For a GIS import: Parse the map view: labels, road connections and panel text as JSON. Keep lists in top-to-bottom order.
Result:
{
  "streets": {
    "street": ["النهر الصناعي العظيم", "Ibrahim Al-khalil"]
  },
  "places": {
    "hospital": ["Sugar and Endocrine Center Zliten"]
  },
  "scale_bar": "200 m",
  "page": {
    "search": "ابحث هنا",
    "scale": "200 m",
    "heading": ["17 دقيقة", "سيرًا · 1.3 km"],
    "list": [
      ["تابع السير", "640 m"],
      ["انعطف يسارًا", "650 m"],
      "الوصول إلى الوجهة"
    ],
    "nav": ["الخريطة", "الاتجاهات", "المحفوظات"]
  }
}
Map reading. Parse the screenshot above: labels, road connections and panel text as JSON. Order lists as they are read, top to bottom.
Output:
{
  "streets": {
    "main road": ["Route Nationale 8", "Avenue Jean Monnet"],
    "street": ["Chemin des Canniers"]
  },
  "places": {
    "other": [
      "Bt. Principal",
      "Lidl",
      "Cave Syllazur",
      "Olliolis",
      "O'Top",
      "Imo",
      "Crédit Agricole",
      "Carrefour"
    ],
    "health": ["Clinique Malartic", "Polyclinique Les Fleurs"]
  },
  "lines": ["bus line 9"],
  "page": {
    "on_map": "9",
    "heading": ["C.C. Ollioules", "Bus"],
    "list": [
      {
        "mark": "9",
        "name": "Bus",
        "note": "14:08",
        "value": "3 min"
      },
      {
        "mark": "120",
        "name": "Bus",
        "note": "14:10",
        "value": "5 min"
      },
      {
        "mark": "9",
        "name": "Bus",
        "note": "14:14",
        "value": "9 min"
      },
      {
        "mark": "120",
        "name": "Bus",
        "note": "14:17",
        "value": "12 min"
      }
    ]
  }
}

══════════════════════════════

> **PROBLEM TO SOLVE**: Every line above should be transcribed exactly.

> **TASK SOLUTION**:
For a GIS import: Parse the map view: labels, road connections and panel text as JSON. Keep lists in top-to-bottom order.
Result:
{
  "streets": {
    "street": ["النهر الصناعي العظيم", "Ibrahim Al-khalil"]
  },
  "places": {
    "hospital": ["Sugar and Endocrine Center Zliten"]
  },
  "scale_bar": "200 m",
  "page": {
    "search": "ابحث هنا",
    "scale": "200 m",
    "heading": ["17 دقيقة", "سيرًا · 1.3 km"],
    "list": [
      ["تابع السير", "640 m"],
      ["انعطف يسارًا", "650 m"],
      "الوصول إلى الوجهة"
    ],
    "nav": ["الخريطة", "الاتجاهات", "المحفوظات"]
  }
}
Map reading. Parse the screenshot above: labels, road connections and panel text as JSON. Order lists as they are read, top to bottom.
Output:
{
  "streets": {
    "main road": ["Route Nationale 8", "Avenue Jean Monnet"],
    "street": ["Chemin des Canniers"]
  },
  "places": {
    "other": [
      "Bt. Principal",
      "Lidl",
      "Cave Syllazur",
      "Olliolis",
      "O'Top",
      "Imo",
      "Crédit Agricole",
      "Carrefour"
    ],
    "health": ["Clinique Malartic", "Polyclinique Les Fleurs"]
  },
  "lines": ["bus line 9"],
  "page": {
    "on_map": "9",
    "heading": ["C.C. Ollioules", "Bus"],
    "list": [
      {
        "mark": "9",
        "name": "Bus",
        "note": "14:08",
        "value": "3 min"
      },
      {
        "mark": "120",
        "name": "Bus",
        "note": "14:10",
        "value": "5 min"
      },
      {
        "mark": "9",
        "name": "Bus",
        "note": "14:14",
        "value": "9 min"
      },
      {
        "mark": "120",
        "name": "Bus",
        "note": "14:17",
        "value": "12 min"
      }
    ]
  }
}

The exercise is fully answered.